Earlier today @ian-r-rose pointed out that when we materialize a HighLevelGraph to the scheduler we end up importing the modules which contain the layers that make up the HighLevelGraph (e.g. Blockwise)

mod = import_allowed_module(layer["__module__"])

This is so we can call their __dask_distributed_unpack__ method during the graph materialization procedure on the scheduler.

This is problematic because importing a module like dask.dataframe.shuffle, where the ShuffleLayer class lives, will result in us attempting to import other libraries that that module depends on, e.g. pandas, which may not be installed in the environment the scheduler is running on.

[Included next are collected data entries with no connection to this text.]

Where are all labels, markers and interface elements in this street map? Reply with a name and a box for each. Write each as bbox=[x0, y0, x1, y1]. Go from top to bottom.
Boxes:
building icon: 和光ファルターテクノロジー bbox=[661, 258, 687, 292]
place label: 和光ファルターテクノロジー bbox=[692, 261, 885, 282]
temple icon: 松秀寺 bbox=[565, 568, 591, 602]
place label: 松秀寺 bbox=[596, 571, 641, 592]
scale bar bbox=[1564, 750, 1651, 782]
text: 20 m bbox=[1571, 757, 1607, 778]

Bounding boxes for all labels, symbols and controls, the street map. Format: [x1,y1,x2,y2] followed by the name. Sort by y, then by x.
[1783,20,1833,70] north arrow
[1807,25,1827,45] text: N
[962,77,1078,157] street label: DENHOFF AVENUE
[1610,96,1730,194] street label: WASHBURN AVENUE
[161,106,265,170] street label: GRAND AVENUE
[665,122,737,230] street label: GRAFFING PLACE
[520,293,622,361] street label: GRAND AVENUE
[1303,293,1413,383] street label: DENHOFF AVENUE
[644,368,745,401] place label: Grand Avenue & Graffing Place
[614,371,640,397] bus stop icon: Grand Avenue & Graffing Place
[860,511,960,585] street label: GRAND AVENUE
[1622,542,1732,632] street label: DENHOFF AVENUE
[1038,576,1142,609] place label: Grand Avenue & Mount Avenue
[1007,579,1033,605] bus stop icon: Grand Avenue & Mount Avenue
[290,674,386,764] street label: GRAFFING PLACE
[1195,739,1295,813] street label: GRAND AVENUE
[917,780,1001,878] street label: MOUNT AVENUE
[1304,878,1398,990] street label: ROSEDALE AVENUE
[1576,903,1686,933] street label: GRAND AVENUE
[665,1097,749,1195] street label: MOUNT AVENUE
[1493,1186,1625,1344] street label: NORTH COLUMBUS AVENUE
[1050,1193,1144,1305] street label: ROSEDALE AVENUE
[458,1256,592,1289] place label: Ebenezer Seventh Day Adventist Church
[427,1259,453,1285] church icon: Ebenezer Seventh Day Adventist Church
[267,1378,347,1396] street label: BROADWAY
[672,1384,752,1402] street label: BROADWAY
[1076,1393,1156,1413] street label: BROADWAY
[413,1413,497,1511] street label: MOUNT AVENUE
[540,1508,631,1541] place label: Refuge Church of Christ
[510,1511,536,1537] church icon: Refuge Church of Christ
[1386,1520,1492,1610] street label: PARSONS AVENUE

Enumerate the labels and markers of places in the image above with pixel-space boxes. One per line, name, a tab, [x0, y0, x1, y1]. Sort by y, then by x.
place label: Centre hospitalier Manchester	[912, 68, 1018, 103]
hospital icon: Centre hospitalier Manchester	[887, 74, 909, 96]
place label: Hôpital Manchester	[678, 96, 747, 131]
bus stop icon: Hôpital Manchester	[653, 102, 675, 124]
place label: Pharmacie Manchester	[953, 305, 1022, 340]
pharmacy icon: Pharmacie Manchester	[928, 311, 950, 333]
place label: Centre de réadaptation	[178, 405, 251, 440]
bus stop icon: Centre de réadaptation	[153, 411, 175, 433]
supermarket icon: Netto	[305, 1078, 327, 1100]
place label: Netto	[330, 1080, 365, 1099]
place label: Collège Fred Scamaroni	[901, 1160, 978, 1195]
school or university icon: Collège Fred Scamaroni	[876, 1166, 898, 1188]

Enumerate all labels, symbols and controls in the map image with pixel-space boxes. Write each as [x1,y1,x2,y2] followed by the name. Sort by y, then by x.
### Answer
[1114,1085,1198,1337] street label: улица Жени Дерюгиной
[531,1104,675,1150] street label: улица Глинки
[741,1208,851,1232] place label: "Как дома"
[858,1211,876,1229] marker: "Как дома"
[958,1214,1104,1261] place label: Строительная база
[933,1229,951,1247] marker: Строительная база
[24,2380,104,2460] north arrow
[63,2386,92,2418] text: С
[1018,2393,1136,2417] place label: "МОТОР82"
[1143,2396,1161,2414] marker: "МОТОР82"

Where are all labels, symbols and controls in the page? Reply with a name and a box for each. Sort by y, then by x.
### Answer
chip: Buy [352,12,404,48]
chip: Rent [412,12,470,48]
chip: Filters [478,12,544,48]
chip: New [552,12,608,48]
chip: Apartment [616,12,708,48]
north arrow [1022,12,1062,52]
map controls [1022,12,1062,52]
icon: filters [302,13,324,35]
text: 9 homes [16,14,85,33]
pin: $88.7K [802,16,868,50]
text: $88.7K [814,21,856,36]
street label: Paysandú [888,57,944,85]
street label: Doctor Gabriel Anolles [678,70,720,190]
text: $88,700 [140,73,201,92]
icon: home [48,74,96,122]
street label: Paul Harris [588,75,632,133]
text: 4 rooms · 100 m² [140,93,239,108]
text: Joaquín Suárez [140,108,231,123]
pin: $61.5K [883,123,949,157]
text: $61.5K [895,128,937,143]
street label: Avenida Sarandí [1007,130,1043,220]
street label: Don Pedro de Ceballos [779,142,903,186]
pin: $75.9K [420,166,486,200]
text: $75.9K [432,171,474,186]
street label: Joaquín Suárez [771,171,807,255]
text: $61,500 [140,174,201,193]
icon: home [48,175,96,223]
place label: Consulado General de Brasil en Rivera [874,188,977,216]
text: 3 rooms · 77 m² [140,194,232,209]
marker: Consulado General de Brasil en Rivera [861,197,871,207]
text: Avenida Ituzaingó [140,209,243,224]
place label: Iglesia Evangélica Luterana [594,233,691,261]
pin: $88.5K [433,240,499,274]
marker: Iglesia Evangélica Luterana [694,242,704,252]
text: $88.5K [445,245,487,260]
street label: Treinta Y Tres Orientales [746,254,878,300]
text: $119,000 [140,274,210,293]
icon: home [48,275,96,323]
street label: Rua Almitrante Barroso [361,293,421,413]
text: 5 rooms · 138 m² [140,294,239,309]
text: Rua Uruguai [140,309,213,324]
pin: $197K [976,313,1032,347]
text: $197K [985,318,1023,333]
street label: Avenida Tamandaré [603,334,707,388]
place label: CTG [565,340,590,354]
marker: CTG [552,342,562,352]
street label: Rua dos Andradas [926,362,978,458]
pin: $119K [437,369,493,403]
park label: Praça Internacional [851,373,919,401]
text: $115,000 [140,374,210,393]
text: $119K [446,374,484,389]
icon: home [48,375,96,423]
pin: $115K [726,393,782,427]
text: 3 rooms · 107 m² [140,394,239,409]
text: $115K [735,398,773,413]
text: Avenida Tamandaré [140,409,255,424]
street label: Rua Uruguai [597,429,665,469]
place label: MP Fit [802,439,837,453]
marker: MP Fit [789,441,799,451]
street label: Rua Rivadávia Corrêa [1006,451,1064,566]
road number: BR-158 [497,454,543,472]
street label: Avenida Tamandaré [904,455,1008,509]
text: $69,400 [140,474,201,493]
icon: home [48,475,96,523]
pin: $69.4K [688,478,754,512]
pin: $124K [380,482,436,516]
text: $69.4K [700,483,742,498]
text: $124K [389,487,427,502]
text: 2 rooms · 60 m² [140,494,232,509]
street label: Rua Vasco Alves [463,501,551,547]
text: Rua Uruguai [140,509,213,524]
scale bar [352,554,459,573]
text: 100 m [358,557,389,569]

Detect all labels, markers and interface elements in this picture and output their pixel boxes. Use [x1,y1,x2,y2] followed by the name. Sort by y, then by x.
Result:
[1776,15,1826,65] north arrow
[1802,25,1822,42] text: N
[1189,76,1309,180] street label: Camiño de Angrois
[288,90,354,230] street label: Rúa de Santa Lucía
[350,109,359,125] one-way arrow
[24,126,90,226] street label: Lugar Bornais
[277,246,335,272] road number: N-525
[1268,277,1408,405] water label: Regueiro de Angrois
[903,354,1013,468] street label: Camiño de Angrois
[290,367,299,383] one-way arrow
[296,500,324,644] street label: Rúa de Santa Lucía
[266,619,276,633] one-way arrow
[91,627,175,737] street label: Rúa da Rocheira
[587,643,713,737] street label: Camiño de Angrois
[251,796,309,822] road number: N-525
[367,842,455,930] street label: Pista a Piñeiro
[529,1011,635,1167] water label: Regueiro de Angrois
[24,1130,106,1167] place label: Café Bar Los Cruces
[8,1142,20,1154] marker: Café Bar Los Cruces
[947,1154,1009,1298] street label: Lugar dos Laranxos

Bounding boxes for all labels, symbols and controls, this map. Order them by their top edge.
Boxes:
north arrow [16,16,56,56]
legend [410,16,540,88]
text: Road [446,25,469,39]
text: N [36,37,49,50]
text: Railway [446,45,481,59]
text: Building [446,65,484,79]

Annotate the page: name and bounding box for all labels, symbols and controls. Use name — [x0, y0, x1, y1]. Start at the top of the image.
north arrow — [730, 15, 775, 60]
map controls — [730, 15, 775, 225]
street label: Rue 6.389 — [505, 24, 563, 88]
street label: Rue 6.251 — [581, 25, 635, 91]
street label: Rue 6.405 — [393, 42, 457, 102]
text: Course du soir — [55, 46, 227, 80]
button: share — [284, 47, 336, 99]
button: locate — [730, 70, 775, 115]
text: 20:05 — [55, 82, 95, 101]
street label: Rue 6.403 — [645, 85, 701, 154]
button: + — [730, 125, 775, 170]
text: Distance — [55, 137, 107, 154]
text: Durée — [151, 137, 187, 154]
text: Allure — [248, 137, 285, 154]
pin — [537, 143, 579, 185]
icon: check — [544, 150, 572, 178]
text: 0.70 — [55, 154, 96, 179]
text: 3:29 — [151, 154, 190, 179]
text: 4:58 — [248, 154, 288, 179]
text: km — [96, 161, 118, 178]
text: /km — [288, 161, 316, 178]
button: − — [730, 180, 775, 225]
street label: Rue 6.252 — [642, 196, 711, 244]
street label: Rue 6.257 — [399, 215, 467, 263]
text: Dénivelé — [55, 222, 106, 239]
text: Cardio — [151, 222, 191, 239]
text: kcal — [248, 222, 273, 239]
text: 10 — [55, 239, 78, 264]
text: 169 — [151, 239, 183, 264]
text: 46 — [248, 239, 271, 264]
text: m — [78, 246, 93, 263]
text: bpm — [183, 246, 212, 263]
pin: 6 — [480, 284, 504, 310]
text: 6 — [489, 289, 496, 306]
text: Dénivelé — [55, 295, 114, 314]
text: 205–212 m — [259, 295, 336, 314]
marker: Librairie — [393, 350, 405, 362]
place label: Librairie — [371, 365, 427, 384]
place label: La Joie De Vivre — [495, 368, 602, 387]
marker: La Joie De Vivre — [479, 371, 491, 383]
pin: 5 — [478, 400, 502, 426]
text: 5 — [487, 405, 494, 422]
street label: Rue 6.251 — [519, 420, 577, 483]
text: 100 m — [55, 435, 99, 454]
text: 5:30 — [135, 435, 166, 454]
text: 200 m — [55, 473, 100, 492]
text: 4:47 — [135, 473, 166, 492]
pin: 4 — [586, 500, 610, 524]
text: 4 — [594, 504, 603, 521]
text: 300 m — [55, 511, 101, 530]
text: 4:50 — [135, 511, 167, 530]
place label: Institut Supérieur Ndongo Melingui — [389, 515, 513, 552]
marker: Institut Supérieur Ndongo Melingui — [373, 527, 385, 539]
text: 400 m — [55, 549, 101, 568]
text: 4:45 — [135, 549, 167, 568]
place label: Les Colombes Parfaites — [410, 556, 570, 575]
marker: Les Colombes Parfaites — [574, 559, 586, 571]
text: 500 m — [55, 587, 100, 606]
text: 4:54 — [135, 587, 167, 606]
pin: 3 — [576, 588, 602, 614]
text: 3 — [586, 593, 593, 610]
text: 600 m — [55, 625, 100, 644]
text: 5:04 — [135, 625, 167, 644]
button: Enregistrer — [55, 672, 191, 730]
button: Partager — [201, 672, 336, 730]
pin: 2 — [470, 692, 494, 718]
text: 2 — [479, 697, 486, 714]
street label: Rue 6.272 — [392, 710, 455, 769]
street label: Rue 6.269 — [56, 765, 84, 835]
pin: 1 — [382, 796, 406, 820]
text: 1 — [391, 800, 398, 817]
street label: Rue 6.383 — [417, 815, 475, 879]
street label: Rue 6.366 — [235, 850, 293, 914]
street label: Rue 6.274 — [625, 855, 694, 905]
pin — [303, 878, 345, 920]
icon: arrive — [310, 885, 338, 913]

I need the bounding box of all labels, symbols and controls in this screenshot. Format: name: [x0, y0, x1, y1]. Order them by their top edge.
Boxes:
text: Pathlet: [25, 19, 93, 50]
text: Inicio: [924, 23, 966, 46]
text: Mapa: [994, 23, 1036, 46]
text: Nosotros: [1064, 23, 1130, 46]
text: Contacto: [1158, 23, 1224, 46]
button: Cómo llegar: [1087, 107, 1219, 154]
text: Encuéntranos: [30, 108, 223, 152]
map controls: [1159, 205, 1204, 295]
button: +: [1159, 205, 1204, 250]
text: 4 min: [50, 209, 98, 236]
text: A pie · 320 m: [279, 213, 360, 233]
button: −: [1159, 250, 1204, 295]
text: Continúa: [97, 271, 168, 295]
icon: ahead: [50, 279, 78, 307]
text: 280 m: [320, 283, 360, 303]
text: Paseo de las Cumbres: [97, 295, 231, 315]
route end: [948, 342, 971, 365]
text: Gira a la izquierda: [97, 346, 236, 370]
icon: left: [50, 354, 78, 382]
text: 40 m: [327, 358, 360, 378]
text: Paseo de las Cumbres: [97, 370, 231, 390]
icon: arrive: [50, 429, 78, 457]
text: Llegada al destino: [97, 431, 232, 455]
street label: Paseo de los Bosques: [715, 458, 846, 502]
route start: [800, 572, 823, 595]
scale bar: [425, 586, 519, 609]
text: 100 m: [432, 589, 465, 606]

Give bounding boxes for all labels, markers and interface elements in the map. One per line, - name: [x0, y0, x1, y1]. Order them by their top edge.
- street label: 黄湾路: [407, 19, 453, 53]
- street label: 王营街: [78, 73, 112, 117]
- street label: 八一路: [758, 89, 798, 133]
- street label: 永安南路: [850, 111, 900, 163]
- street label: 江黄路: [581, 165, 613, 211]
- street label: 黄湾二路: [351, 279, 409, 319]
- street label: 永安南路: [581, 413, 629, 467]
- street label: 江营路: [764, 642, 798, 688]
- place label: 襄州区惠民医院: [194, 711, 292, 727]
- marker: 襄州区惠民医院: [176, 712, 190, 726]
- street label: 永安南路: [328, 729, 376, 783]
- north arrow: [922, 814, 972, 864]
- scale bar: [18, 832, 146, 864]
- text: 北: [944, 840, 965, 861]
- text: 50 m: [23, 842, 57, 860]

@ian-r-rose @rjzamora and I tested this out earlier today and indeed ran into ImportErrors when trying to perform a DataFrame shuffle on a cluster where the scheduler didn't have pandas installed. This PR adds a test which illustrates this issue.

cc @madsbk

@madsbk
Copy link
Contributor

madsbk commented Mar 12, 2021

Since __dask_distributed_unpack__() is a classmethod, it can be moved out of the class and isolated in its own module -- it would ugly but work in this case. However, the implementation of __dask_distributed_unpack__() might itself import external modules, which would trigger the problem again.

@rjzamora
Copy link
Member

rjzamora commented Mar 12, 2021

After a quick look through the existing problem areas, it seems like we will need to move all __dask_distributed_unpack__ definitions (and releated graph-materialization functions) into a dedicated layers.py file (or something) within each module. We will also need to revise the graph-materialization functions to avoid the use of utilities that rely on "superfluous" dependencies (numpy, pandas, etc.). One way to make this easier would be to move all "light-weight" utilites into a light_utils.py file (or something) for each module. This approach would produce an organization like:

dask/
 |
 |— array/

 |      |— layers.py
 |      |— light_utils.py
 |
 |— dataframe/
 |      |— layers.py
 |      |— light_utils.py
 |
 |— layers.py
 |— light_utils.py

EDIT: It seems that the above directory structure will not work, since importing the dask.dataframe.layers module (for example) also imports the dask.dataframe imports.

@rjzamora
Copy link
Member

@jrbourbeau - I think you suggested the use of a full HLG/Layer directory structure last week (in an offline discussion). I think that ideam may be the best way forward. Perhaps we can create a highlevelgraph/ directory, and use that umbrella to store any function/class that may need to run on the scheduler? For example:

dask/
 |— array/
 |      |— # API and modules requiring typical Array imports
 |— dataframe/
 |      |— # API and modules requiring typical DataFrame imports
 |— highlevelgraph/
 |      |— utils.py # Lightweight utils
 |      |— blockwise.py
 |      |— highlevelgraph.py
 |      |— array/
 |      |      |— utils.py # Lightweight array-focused utils
 |      |      |— shuffle.py
 |      |      |— …
 |      |— dataframe/
 |      |      |— utils.py # Lightweight dataframe-focused utils
 |      |      |— …

@jrbourbeau
Copy link
Member Author

Thinking about it a bit more I wonder if starting out with a single layers.py would work. If that's too unruly then the structure you outlined seems sensible to me.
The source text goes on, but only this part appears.